This essay revisits the decades-long debate about racial representation in Mark Twain's Adventures of Huckleberry Finn and suggests, looking beyond the rigid binary of either demanding a ban on the novel or belittling its racially offensive aspects, that in racial terms Twain's creation of the Huck-Jim relationship reflects what was in the author's own life and worldview a muddled terrain of good intentions, confusion, wavering, and inconsistency. While Twain may not have inscribed his incomplete struggle with the 'race question' in the novel deliberately, such an imprint was a de facto outcome of his writing process. A cusp text, Huckleberry Finn is, on the one hand, shackled and diminished by its view of African Americans as Others; on the other hand, the novel does contain an effort, albeit a flawed and unfinished one, to transcend the limitations of post-Reconstruction racism and racialism.

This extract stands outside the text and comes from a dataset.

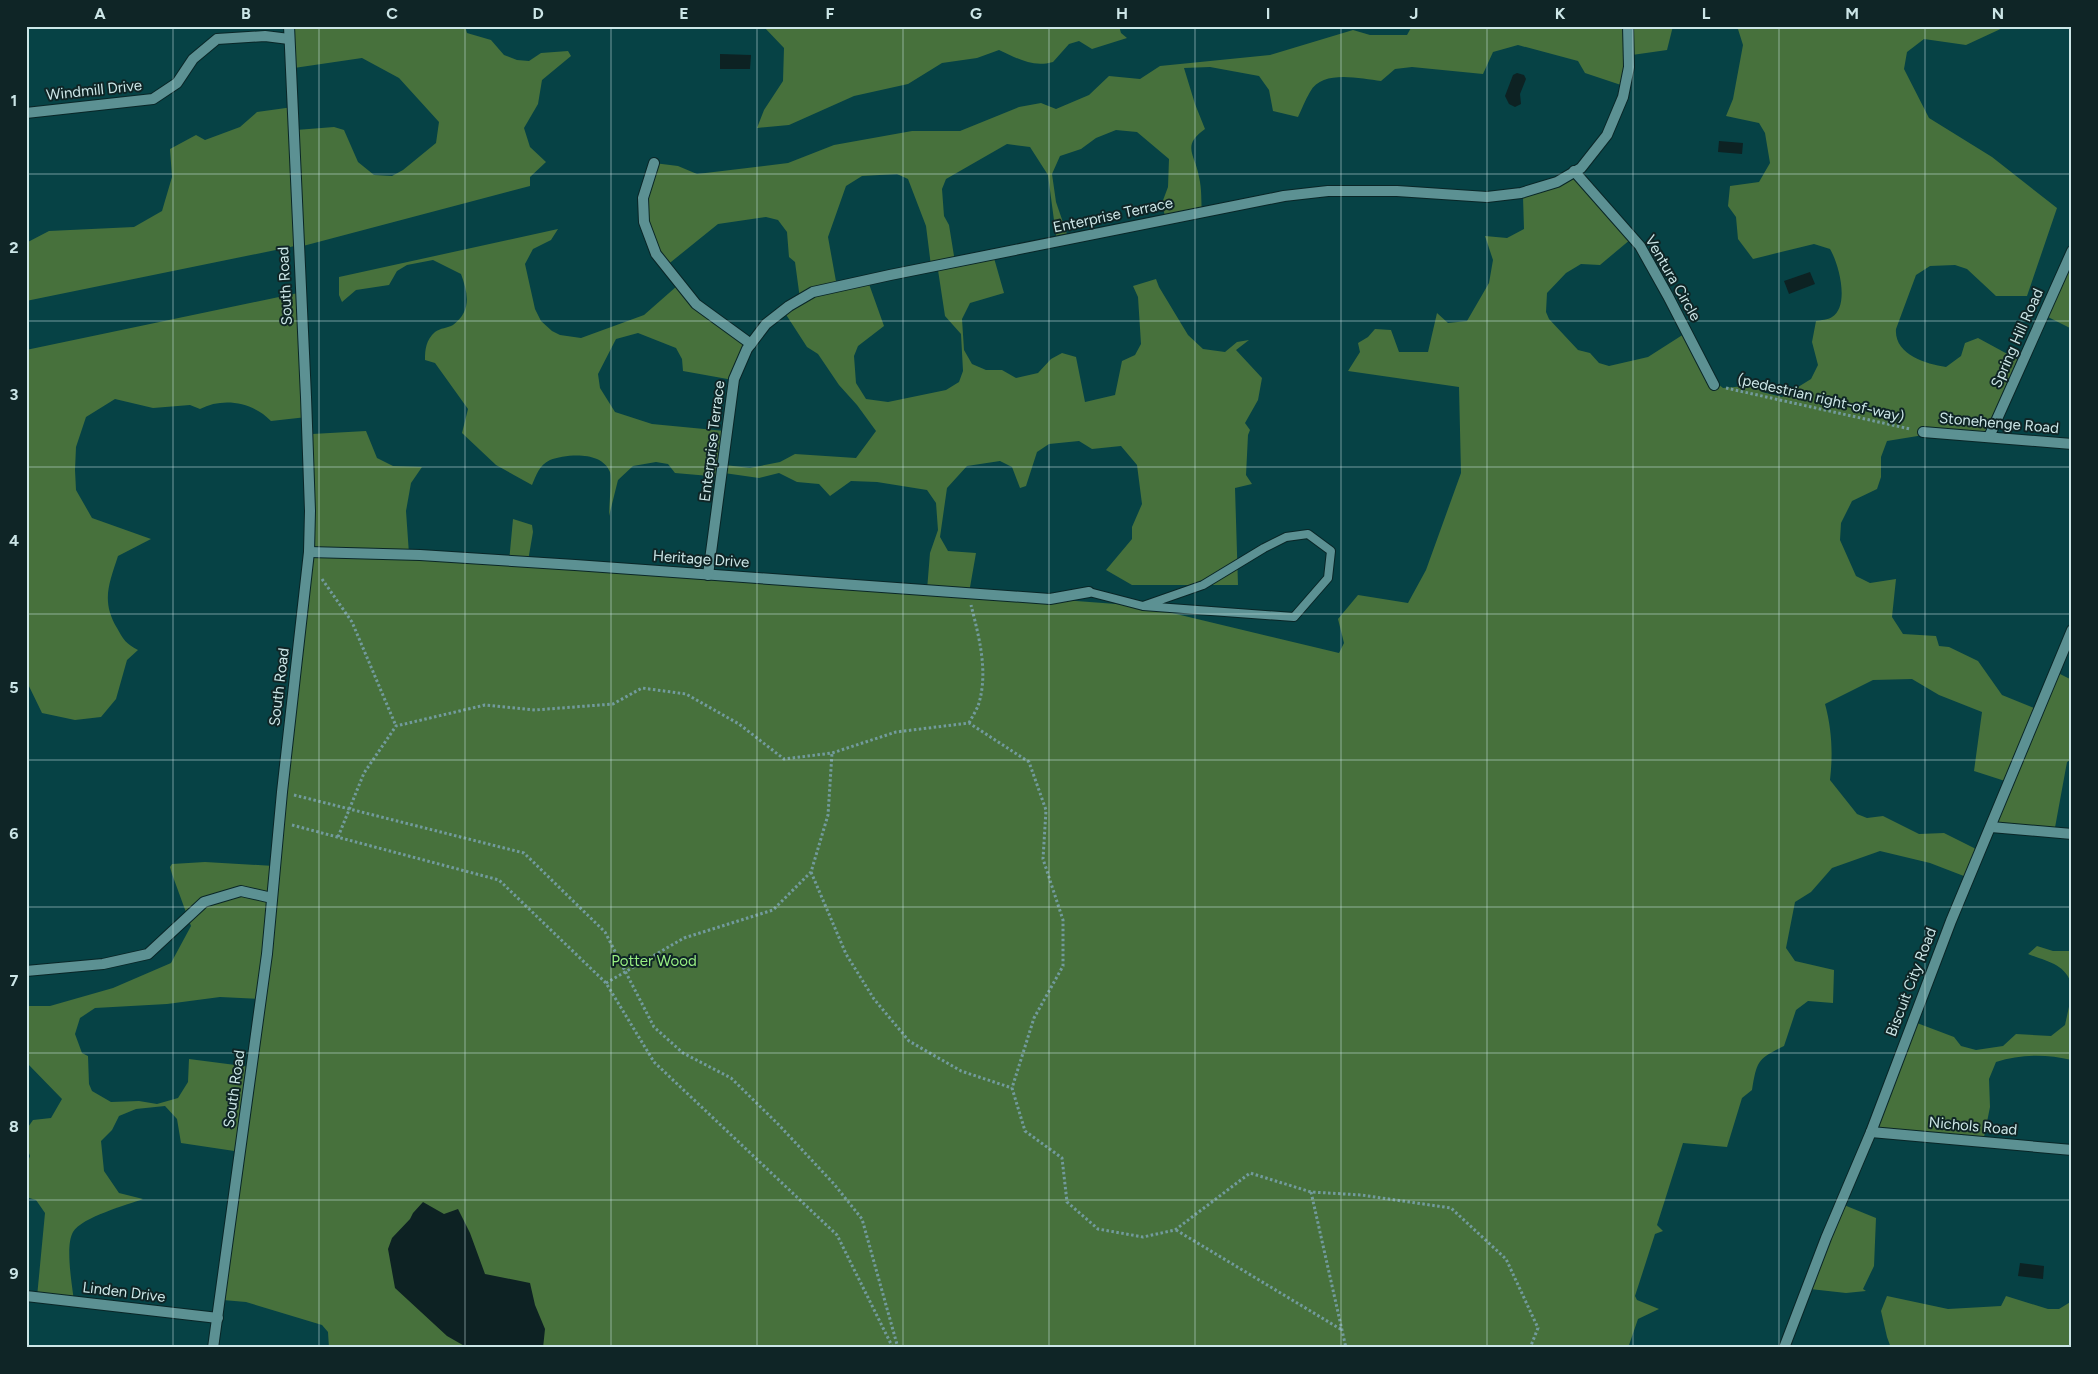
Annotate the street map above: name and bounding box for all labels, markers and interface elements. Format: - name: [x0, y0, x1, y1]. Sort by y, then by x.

This article examines these tension-ridden dynamics of racial representation in Huckleberry Finn by focusing on Twain's portrayal of Jim as a father figure for Huck (a relationship that temporarily transgresses the depicted era's prevalent racial hierarchies) and on the novel's noteworthy, though lamentably incomplete, deconstruction of meanings conventionally attached to whiteness and blackness in nineteenth-century America. This essay argues that Huckleberry Finn–a complex text of whose different layers and threads Twain was not necessarily in full control–both illustrates and mimics historical processes whereby shackles of racialized perception are at first partly opened and then, disappointingly, partly closed again.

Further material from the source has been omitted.